Limpar Portugal
Este país mais não aguenta, de patas no ar ficou, à mercê da muita escumalha que o carrega.
Estamos de acordo. Este País precisa de limpeza. Mas não pelos mesmos que o sujam e afundam.
É que, antes de limpar, convém não sujar. Não falo apenas de limpar as matas, mas o país em si, o seu tecido social e político, e a todos os níveis. Não são os que hoje lançam campanhas propagandísticas de limpeza, os mesmos que ontem, hoje e sempre, conspurcam?
Limpar Portugal.
Da escória. De malfeitores e corruptos. Da micro à macroescala. Da pequena criminalidade à grande corrupção.
E isto, envolve limpar e livrar o País daqueles que há trinta e cinco anos o sujam, e vivem à custa deste chão que dizem pretender limpo num gritante ‘é fartar vilanagem’.
Limpar, sem tibiezas, a nação, de toda uma classe de políticos e gestores, públicos ou não, de administrativos e administradores, sejam da pretensa justiça ou doutros sectores, como os supervisores do banco central, que mais não foram do que facilitadores de toda uma desenfreada corrupção e crimes financeiros de alto gabarito.
Limpar. Varrer o país de toda uma série de larvas e vermes que comem o pouco que resta da carne e da alma da que já foi outrora uma pátria orgulhosa e que hoje olha o futuro com temor.
Limpar pela vassourada, política ou não, com as mãos, nuas ou não, toda uma clique de encobridores, de mestres da aldrabice informativa, e que se gabam até, despudoradamente, de construir e vender uma imagem de ministro ou de presidente, como quem anuncia e vende um detergente.

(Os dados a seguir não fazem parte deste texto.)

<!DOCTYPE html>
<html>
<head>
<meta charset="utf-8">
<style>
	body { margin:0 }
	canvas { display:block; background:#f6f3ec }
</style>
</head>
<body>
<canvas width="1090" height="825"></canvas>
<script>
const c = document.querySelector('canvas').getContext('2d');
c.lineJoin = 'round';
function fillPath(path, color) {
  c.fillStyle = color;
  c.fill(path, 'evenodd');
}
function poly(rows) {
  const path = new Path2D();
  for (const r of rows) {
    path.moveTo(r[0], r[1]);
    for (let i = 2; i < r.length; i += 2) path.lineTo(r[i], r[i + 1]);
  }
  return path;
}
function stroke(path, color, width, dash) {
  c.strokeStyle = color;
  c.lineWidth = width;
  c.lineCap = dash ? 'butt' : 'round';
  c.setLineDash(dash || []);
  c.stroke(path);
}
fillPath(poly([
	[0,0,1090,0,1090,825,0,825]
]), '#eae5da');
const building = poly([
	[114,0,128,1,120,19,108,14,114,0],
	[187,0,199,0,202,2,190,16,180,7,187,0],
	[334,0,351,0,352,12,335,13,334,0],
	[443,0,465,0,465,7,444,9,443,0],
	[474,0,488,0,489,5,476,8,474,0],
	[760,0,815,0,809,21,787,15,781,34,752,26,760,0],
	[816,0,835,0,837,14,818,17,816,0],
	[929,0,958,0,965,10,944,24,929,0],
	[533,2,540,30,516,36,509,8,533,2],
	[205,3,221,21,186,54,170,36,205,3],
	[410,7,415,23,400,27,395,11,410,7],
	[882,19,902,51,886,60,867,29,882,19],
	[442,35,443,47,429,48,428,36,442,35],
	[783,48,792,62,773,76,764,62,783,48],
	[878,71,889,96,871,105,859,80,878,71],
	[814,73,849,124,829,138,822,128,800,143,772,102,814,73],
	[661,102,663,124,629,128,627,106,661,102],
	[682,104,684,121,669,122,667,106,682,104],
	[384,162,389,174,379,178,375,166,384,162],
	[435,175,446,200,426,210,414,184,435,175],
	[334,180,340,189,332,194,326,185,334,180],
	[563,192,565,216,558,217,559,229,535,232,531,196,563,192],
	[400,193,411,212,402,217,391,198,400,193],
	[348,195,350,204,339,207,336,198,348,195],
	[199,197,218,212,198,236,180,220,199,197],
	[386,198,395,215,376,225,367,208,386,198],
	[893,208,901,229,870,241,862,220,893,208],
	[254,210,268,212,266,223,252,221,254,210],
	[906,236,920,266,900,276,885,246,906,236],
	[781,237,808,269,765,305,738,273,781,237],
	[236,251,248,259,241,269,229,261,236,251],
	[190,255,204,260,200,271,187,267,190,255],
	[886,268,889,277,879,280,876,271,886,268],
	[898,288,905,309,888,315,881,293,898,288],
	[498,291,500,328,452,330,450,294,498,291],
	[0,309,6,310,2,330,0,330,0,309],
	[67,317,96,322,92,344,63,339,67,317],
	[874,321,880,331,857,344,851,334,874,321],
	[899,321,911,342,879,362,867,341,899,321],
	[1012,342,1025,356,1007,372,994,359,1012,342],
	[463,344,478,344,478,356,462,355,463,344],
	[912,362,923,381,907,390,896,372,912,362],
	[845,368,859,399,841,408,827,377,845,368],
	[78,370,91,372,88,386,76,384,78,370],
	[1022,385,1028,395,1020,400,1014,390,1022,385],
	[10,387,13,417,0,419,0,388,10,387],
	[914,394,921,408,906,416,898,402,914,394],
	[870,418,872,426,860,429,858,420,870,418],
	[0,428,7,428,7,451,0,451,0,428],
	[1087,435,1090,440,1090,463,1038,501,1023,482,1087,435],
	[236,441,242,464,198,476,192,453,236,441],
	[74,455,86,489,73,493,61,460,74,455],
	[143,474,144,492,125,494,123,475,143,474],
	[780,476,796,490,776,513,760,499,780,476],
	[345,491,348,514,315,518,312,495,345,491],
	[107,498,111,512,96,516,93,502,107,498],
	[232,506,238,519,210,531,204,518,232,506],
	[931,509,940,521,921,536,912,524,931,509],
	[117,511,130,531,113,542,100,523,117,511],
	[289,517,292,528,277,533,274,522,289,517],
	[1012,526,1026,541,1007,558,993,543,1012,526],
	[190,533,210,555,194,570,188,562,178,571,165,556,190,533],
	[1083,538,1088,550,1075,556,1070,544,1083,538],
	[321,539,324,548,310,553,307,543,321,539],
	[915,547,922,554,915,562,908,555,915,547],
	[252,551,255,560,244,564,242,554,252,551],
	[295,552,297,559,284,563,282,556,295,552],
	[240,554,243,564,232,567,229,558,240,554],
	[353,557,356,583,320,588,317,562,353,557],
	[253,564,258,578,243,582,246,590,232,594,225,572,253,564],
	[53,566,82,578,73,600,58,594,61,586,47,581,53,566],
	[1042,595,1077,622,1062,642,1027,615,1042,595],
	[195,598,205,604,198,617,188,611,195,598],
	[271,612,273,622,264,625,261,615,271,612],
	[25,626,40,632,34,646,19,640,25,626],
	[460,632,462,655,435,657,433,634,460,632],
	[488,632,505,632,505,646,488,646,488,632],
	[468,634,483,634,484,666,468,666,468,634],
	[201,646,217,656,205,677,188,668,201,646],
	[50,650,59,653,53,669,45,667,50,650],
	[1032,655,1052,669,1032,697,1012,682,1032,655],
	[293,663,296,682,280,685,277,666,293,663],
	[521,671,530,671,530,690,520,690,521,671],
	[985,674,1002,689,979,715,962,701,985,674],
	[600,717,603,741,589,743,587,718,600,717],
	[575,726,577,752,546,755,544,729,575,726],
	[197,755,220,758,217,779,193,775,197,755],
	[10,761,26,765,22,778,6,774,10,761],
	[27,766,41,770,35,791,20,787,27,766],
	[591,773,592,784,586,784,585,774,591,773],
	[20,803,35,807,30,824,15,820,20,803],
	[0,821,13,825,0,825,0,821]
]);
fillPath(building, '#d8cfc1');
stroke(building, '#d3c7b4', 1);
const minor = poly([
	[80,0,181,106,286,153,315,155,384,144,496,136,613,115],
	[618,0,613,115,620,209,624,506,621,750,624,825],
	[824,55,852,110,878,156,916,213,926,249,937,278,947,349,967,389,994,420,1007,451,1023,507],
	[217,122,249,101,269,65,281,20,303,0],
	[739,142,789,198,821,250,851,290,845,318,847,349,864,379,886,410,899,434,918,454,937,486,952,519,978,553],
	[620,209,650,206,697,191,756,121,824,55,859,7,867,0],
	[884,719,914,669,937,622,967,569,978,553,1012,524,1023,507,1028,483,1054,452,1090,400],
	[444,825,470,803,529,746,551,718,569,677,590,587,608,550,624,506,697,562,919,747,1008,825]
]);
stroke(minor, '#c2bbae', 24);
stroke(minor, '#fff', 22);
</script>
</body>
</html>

Mas falamos demais em limpar e em limpeza, a quem já está habituado à sujidade.
E neste tempo sujo, de sujos, porcos e maus, de políticos xico-espertos, de agiotas públicos, de malabaristas partidários, de ciganos que aterrorizam autoridades e segurança social, neste tempo, dizia, até já é perigoso pensar, quanto mais falar, ou falar alto e apelar à limpeza.
‘Crimideia’ dizia no seu romance futurista 1984 o escritor britânico George Orwell sobre o medo social de pensar e verbalizar. E bem dizia também o jô Soares, o Gordo, da TV Globo, recordam-se? - ‘posso falar o que eu acho?’ ‘Pode, mas fala baixo’.
Portugal deixa hoje transparecer, cada vez mais, essa imagem de asfixia, uma asfixia de pensamento, de comunicação e de informação. E de um certo terror também, medo do marginal, do assaltante impune tolerado pelo Estado, e de terror do Estado, que sabe para os seus fins inconfessáveis amedrontar com o papão do terrorismo, mas que é ele mais terrorista ainda perante o seu próprio cidadão. Para que esta sujidade perdure.
Neste país que sujaram, até falar se tornou pois, perigoso. Falar e denunciar de uma forma que não seja aquela, ‘politicamente correcta’.
Perante os novos controladores do pensamento, da fala, da notícia, da comunicação, do que devemos ou não dizer ou fazer, do que ganhamos e gastamos e temos que pagar ao Estado, constatamos tristemente que a ‘tenebrosa’ PIDE de outros tempos, e que legitimou revoluções, cravos e cravas, não passava afinal de um grupelho de meninos de coro que davam uma galheta ou uns safanões avulso.
O que é que legitimará então hoje em dia, esta sujidade toda, em resposta, em reacção corente e legítima?
Até onde é que, social, psicologica, e estruturalmente, o direito à defesa deste ‘estado de direito’ é diferente do direito à defesa da então ‘Nação’ e ‘Pátria’ argumentada pelos salazaristas?
E também, consequentemente, onde está a diferença no direito, então, à indignação e à revolta, o direito à ‘limpeza’, seja ela qual for? Que, só é ilegal, se não for bem sucedida, como a História amíude o demonstra.
Nem mais me cabe dizer, nem das formas de limpeza deste país. Só posso estar de acordo: urge LIMPAR PORTUGAL. Desculpem… só estava a pensar alto… não disse nada.